Foram executados nove mandados de busca e apreensão pela Justiça Federal. Na Paraíba, as ordens judiciais foram cumpridas em Alagoa Grande, Guarabira (com dois mandados), Pitimbu, Pedro Régis e Itabaiana. No Rio Grande do Norte, a operação atingiu Nova Cruz com dois mandados, enquanto em Pernambuco, a ação se concentrou em Goiana.
Operação Donos da Noite
A iniciativa, denominada 'Donos da Noite', foi realizada em colaboração com o Ministério Público Federal (MPF), o Ministério Público do Trabalho (MPT) e o Ministério do Trabalho e Emprego. A investigação teve início a partir de uma representação policial apresentada pela Delegacia Especializada de Atendimento à Mulher (DEAM) de Guarabira.
De acordo com a PF, o foco da investigação é reunir evidências sobre uma estrutura organizada voltada ao tráfico de mulheres em situação de vulnerabilidade, com fins de exploração sexual. Paralelamente, apuram-se possíveis casos de trabalho análogo à escravidão.
As apurações preliminares apontam que os suspeitos mantinham estabelecimentos utilizados para exploração sexual, onde aplicavam métodos como imposição de dívidas, metas de consumo abusivas, multas e outras formas de controle sobre as vítimas. Há indícios de que as mulheres eram rotativamente transferidas entre unidades localizadas nos três estados.

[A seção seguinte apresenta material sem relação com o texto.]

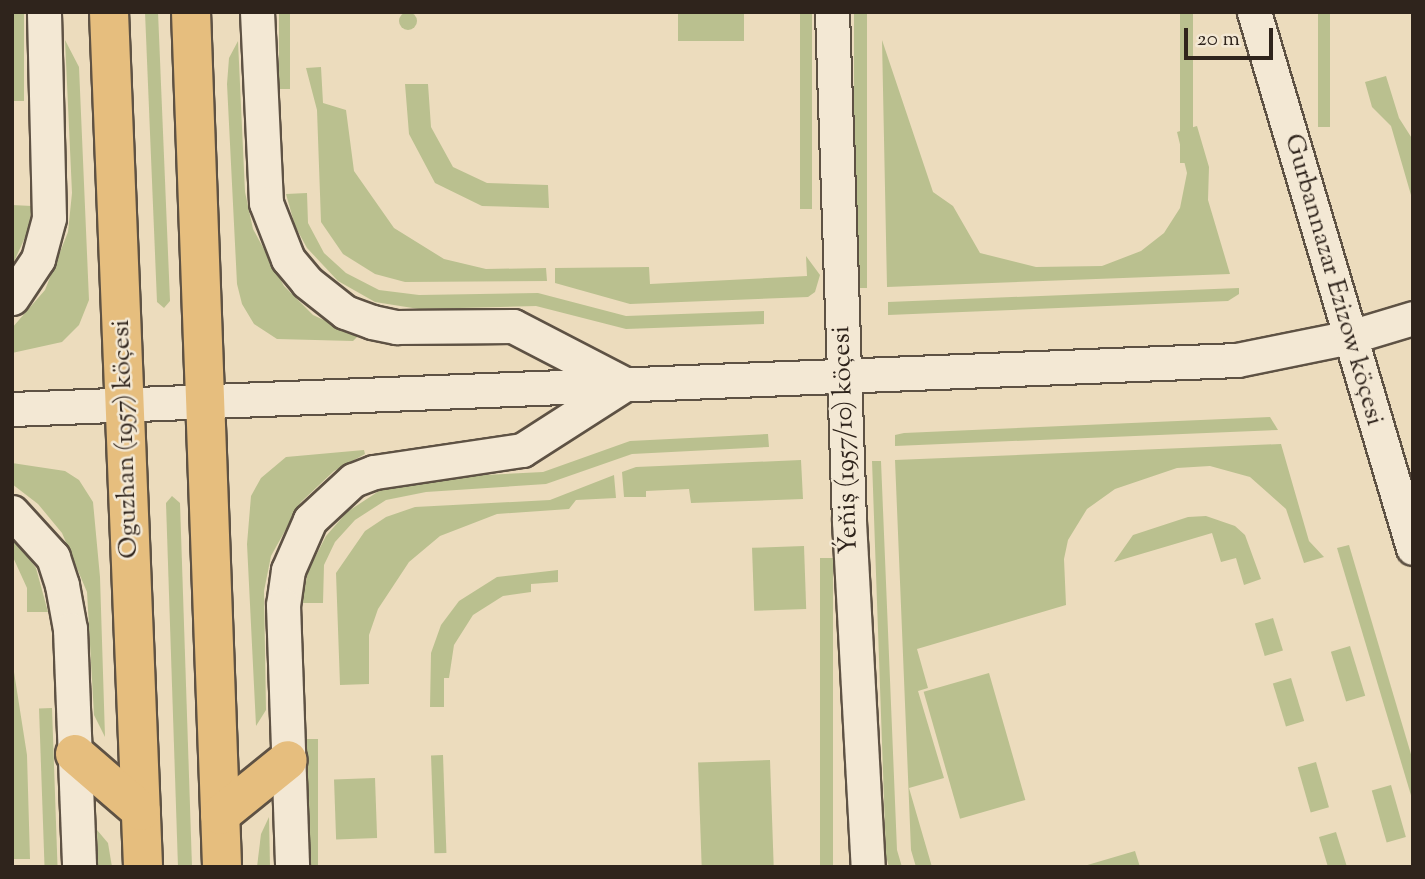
<!DOCTYPE html>
<meta charset="utf-8">
<style>
body{margin:0}
#map{position:relative;width:1425px;height:879px;overflow:hidden;background:#ecdcbd;font-family:"Sorts Mill Goudy",serif}
div>[style]{position:absolute}
.green>*{inset:0;background:#bac08f;transform-origin:0 0}
.round{border-radius:50%}
.roads{filter:drop-shadow(2px 0 #5e5244) drop-shadow(-2px 0 #5e5244) drop-shadow(0 2px #5e5244) drop-shadow(0 -2px #5e5244)}
.minor>*{height:33px;margin:-16.5px;padding:0 16.5px;transform-origin:16.5px;border-radius:16.5px;background:#f3e8d4}
.major>*{height:38px;margin:-19px;padding:0 19px;transform-origin:19px;border-radius:19px;background:#e6be7e}
span{translate:-50% -50%;white-space:nowrap;text-align:center;line-height:1.15;-webkit-text-stroke:5px #f3e8d4;paint-order:stroke}
.street-label{font-size:26px;color:#2f241c}
.frame{position:absolute;inset:0;border:14px solid #2f241c;pointer-events:none}
.scale{position:absolute;left:1184px;top:28px;width:89px;height:32px;box-sizing:border-box;border:4px solid #2f241c;border-top:0;padding-left:9px;font-size:21px;line-height:24px;white-space:nowrap;color:#2f241c;-webkit-text-stroke:5px #f3e8d4;paint-order:stroke}
</style>
<div id="map">
<div class="green">
<div style="left:12px;top:12px;width:12px;height:89px"></div>
<div style="clip-path:polygon(145px 12px,158px 12px,170px 301px,164px 308px,157px 302px)"></div>
<div style="left:279px;top:12px;width:11px;height:77px"></div>
<div style="left:678px;top:12px;width:66px;height:29px"></div>
<div style="left:800px;top:12px;width:12px;height:197px"></div>
<div style="left:854px;top:12px;width:13px;height:276px"></div>
<div style="left:1180px;top:12px;width:13px;height:151px"></div>
<div style="left:1318px;top:12px;width:12px;height:115px"></div>
<div class="round" style="left:399px;top:12px;width:18px;height:18px"></div>
<div style="clip-path:polygon(65px 40px,79px 67px,89px 300px,79px 325px,62px 342px,12px 353px,12px 328px,45px 290px,68px 232px,72px 193px)"></div>
<div style="clip-path:polygon(882px 40px,933px 192px,953px 206px,980px 253px,1036px 267px,1102px 266px,1141px 251px,1164px 233px,1180px 208px,1187px 173px,1177px 132px,1197px 126px,1209px 167px,1208px 200px,1230px 274px,887px 287px)"></div>
<div style="clip-path:polygon(238px 41px,245px 192px,253px 229px,284px 286px,313px 315px,358px 336px,353px 341px,277px 339px,254px 324px,242px 304px,237px 284px,227px 84px,229px 58px)"></div>
<div style="clip-path:polygon(321px 67px,323px 103px,346px 110px,354px 171px,394px 228px,444px 259px,486px 269px,546px 268px,547px 281px,405px 282px,375px 274px,343px 254px,321px 222px,317px 110px,306px 68px)"></div>
<div style="clip-path:polygon(1386px 76px,1399px 118px,1413px 140px,1413px 202px,1391px 126px,1372px 107px,1365px 82px)"></div>
<div style="clip-path:polygon(405px 84px,428px 84px,431px 127px,453px 167px,487px 183px,548px 185px,549px 208px,482px 206px,435px 183px,409px 134px)"></div>
<div style="clip-path:polygon(307px 193px,308px 223px,324px 253px,346px 273px,379px 290px,419px 295px,538px 293px,626px 316px,764px 311px,764px 324px,626px 329px,536px 306px,419px 309px,375px 302px,338px 281px,307px 248px,295px 226px,286px 194px)"></div>
<div style="clip-path:polygon(12px 205px,32px 206px,28px 231px,12px 266px)"></div>
<div style="clip-path:polygon(806px 256px,820px 275px,815px 292px,808px 297px,630px 304px,555px 283px,555px 268px,649px 267px,650px 284px,807px 276px)"></div>
<div style="clip-path:polygon(1239px 288px,1239px 294px,1228px 301px,888px 315px,888px 302px)"></div>
<div style="clip-path:polygon(1270px 417px,1278px 430px,895px 446px,895px 435px,904px 433px)"></div>
<div style="clip-path:polygon(768px 434px,769px 447px,632px 454px,546px 484px,426px 492px,386px 500px,355px 520px,335px 542px,324px 565px,323px 603px,302px 603px,308px 571px,326px 536px,347px 512px,382px 489px,425px 478px,543px 472px,630px 441px)"></div>
<div style="clip-path:polygon(1281px 444px,1309px 541px,1324px 557px,1304px 563px,1286px 509px,1250px 477px,1210px 466px,1177px 468px,1115px 489px,1087px 509px,1068px 540px,1064px 559px,1066px 605px,917px 649px,928px 688px,918px 691px,944px 778px,909px 788px,932px 867px,916px 867px,911px 850px,895px 460px)"></div>
<div style="clip-path:polygon(364px 450px,365px 454px,334px 471px,301px 502px,271px 556px,264px 591px,266px 710px,256px 726px,247px 544px,251px 496px,261px 478px,286px 457px)"></div>
<div style="clip-path:polygon(801px 460px,803px 499px,691px 503px,689px 489px,646px 491px,646px 497px,624px 497px,622px 472px,636px 467px)"></div>
<div style="clip-path:polygon(872px 461px,881px 461px,897px 850px,902px 867px,889px 867px,886px 856px)"></div>
<div style="clip-path:polygon(12px 463px,65px 471px,79px 480px,93px 502px,100px 577px,105px 737px,94px 715px,87px 592px,62px 533px,38px 504px,12px 484px)"></div>
<div style="clip-path:polygon(614px 475px,616px 498px,576px 500px,569px 509px,497px 514px,440px 536px,409px 562px,378px 609px,369px 635px,369px 684px,340px 685px,336px 573px,365px 531px,386px 517px,415px 507px,550px 500px)"></div>
<div style="clip-path:polygon(172px 496px,180px 503px,192px 867px,178px 867px,166px 503px)"></div>
<div style="clip-path:polygon(1206px 516px,1235px 526px,1245px 535px,1261px 579px,1244px 585px,1236px 558px,1221px 562px,1212px 533px,1114px 562px,1133px 535px,1188px 517px)"></div>
<div style="clip-path:polygon(12px 536px,36px 568px,48px 612px,27px 612px,27px 588px,12px 555px)"></div>
<div style="clip-path:polygon(1349px 545px,1413px 761px,1413px 802px,1337px 548px)"></div>
<div style="left:804px;top:546px;width:63px;height:52px;rotate:88deg"></div>
<div style="left:820px;top:558px;width:13px;height:309px"></div>
<div style="clip-path:polygon(558px 570px,558px 582px,531px 584px,531px 592px,503px 596px,473px 615px,454px 645px,449px 678px,444px 678px,444px 707px,430px 707px,431px 653px,441px 625px,459px 601px,497px 577px)"></div>
<div style="clip-path:polygon(12px 584px,14px 672px,27px 755px,30px 859px,12px 859px)"></div>
<div style="left:1273px;top:618px;width:34px;height:19px;rotate:73deg"></div>
<div style="left:1350px;top:646px;width:52px;height:20px;rotate:73deg"></div>
<div style="left:989px;top:673px;width:132px;height:68px;rotate:74deg"></div>
<div style="left:1291px;top:678px;width:45px;height:19px;rotate:73deg"></div>
<div style="left:52px;top:708px;width:159px;height:13px;rotate:88deg"></div>
<div style="left:306px;top:739px;width:12px;height:128px"></div>
<div style="left:443px;top:755px;width:98px;height:12px;rotate:88deg"></div>
<div style="left:770px;top:760px;width:107px;height:72px;rotate:88deg"></div>
<div style="left:1316px;top:762px;width:47px;height:19px;rotate:74deg"></div>
<div style="left:375px;top:778px;width:60px;height:41px;rotate:88deg"></div>
<div style="left:1391px;top:785px;width:54px;height:20px;rotate:74deg"></div>
<div style="clip-path:polygon(269px 817px,270px 867px,257px 867px,261px 834px)"></div>
<div style="clip-path:polygon(97px 830px,108px 843px,112px 867px,98px 867px)"></div>
<div style="clip-path:polygon(1336px 832px,1347px 867px,1328px 867px,1319px 837px)"></div>
<div style="clip-path:polygon(1135px 851px,1140px 867px,1084px 867px,1084px 866px)"></div>
</div>
<div class="roads">
<div class="minor">
<div style="left:257px;top:12px;width:191px;rotate:87.3deg"></div>
<div style="left:266px;top:203px;width:60px;rotate:68.6deg"></div>
<div style="left:288px;top:259px;width:30px;rotate:50deg"></div>
<div style="left:307px;top:282px;width:48px;rotate:38.3deg"></div>
<div style="left:345px;top:312px;width:29px;rotate:20deg"></div>
<div style="left:372px;top:322px;width:25px;rotate:12deg"></div>
<div style="left:396px;top:327px;width:117px;rotate:-0.5deg"></div>
<div style="left:513px;top:326px;width:126px;rotate:27.4deg"></div>
<div style="left:625px;top:384px;width:122px;rotate:147.3deg"></div>
<div style="left:522px;top:450px;width:150px;rotate:171.5deg"></div>
<div style="left:374px;top:472px;width:22px;rotate:159deg"></div>
<div style="left:353px;top:480px;width:59px;rotate:137.1deg"></div>
<div style="left:310px;top:520px;width:55px;rotate:113.7deg"></div>
<div style="left:288px;top:570px;width:35px;rotate:98deg"></div>
<div style="left:283px;top:605px;width:262px;rotate:88deg"></div>
<div style="left:832px;top:12px;width:509px;rotate:88.09deg"></div>
<div style="left:849px;top:521px;width:347px;rotate:86.9deg"></div>
<div style="left:1254px;top:12px;width:559px;rotate:73.48deg"></div>
<div style="left:12px;top:298px;width:47px;rotate:-56.3deg"></div>
<div style="left:38px;top:259px;width:42px;rotate:-75deg"></div>
<div style="left:49px;top:218px;width:206px;rotate:-91.4deg"></div>
<div style="left:12px;top:409px;width:1226px;rotate:-2.29deg"></div>
<div style="left:1237px;top:360px;width:115px;rotate:-11.5deg"></div>
<div style="left:1350px;top:337px;width:66px;rotate:-16.8deg"></div>
<div style="left:12px;top:512px;width:61px;rotate:47.7deg"></div>
<div style="left:53px;top:557px;width:29px;rotate:72deg"></div>
<div style="left:62px;top:585px;width:45px;rotate:79.7deg"></div>
<div style="left:70px;top:629px;width:238px;rotate:87.8deg"></div>
</div>
<div class="major">
<div style="left:109px;top:12px;width:856px;rotate:87.72deg"></div>
<div style="left:191px;top:12px;width:856px;rotate:87.92deg"></div>
<div style="left:75px;top:754px;width:87px;rotate:40.8deg"></div>
<div style="left:220px;top:815px;width:87px;rotate:-39deg"></div>
</div>
</div>
<div class="street-label">
<span style="left:1333px;top:280px;rotate:74deg">Gurbannazar Ezizow köçesi</span>
<span style="left:126px;top:439px;rotate:-92deg">Oguzhan (1957) köçesi</span>
<span style="left:846px;top:440px;rotate:-92deg">Ýeňiş (1957/10) köçesi</span>
</div>
<div class="frame"></div>
<div class="scale">20 m</div>
</div>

Durante a operação, os agentes federais buscaram apreender materiais como documentos, celulares, computadores, mídias eletrônicas, registros financeiros e valores em espécie. O objetivo é subsidiar a comprovação dos crimes, identificar outros membros da rede e rastrear o fluxo financeiro das atividades ilícitas.
Os investigados poderão responder criminalmente, dependendo de suas responsabilidades individuais, por crimes como tráfico de pessoas, redução à condição análoga à de escravo, manutenção de casa de prostituição e rufianismo, além de outras tipificações penais que possam surgir no decorrer do processo investigativo.